Provided material
══════════════════════════════

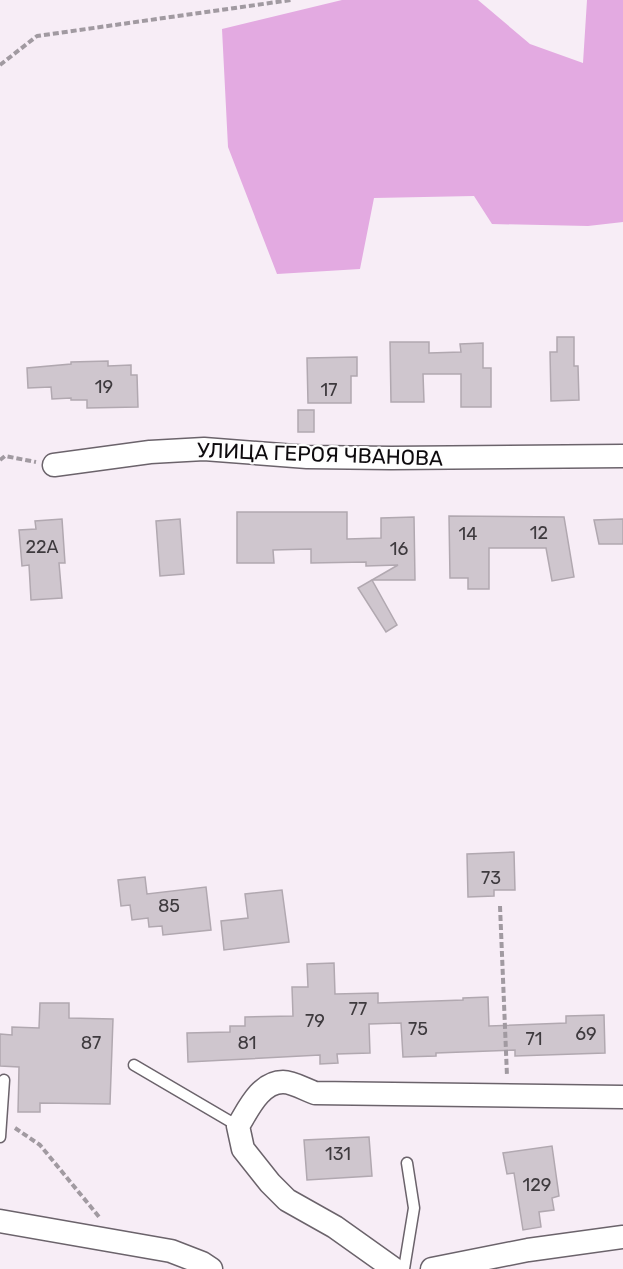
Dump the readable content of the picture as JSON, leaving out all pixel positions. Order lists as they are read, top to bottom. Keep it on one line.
{"streets":{"street":["УЛИЦА ГЕРОЯ ЧВАНОВА"]},"house_numbers":["19","17","12","14","22А","16","73","85","77","79","75","69","71","87","81","131","129"]}
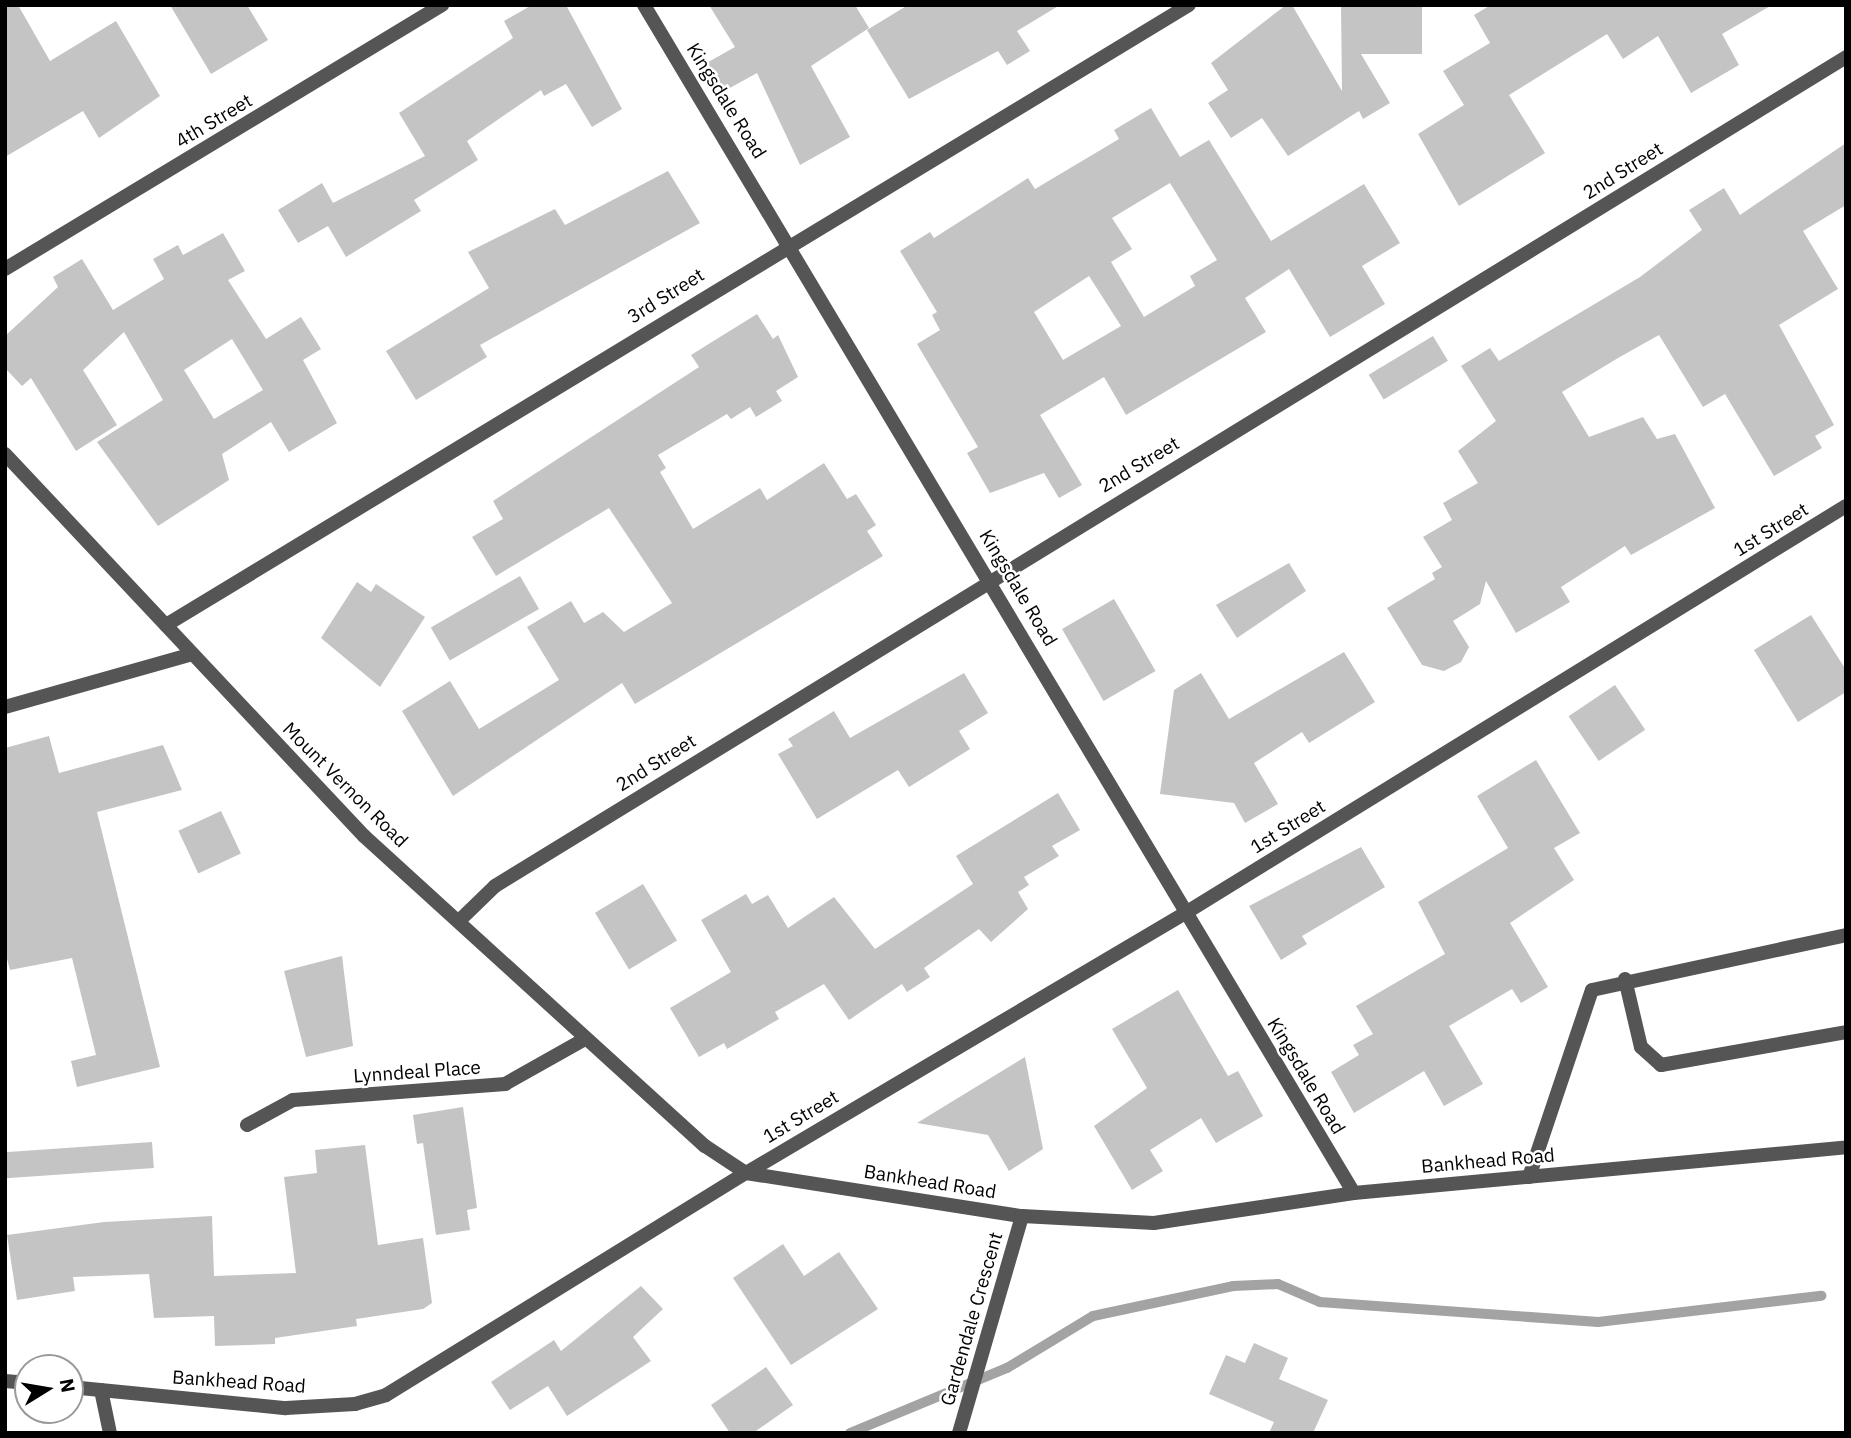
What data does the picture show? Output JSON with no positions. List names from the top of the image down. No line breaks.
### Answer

══════════════════════════════

Directions for this task
Reproduce the lines above exactly, please, but not the pictures in them.

Completed task
Dump the readable content of the picture as JSON, leaving out all pixel positions. Order lists as they are read, top to bottom. Keep it on one line.
{"streets":{"street":["УЛИЦА ГЕРОЯ ЧВАНОВА"]},"house_numbers":["19","17","12","14","22А","16","73","85","77","79","75","69","71","87","81","131","129"]}
What data does the picture show? Output JSON with no positions. List names from the top of the image down. No line breaks.
### Answer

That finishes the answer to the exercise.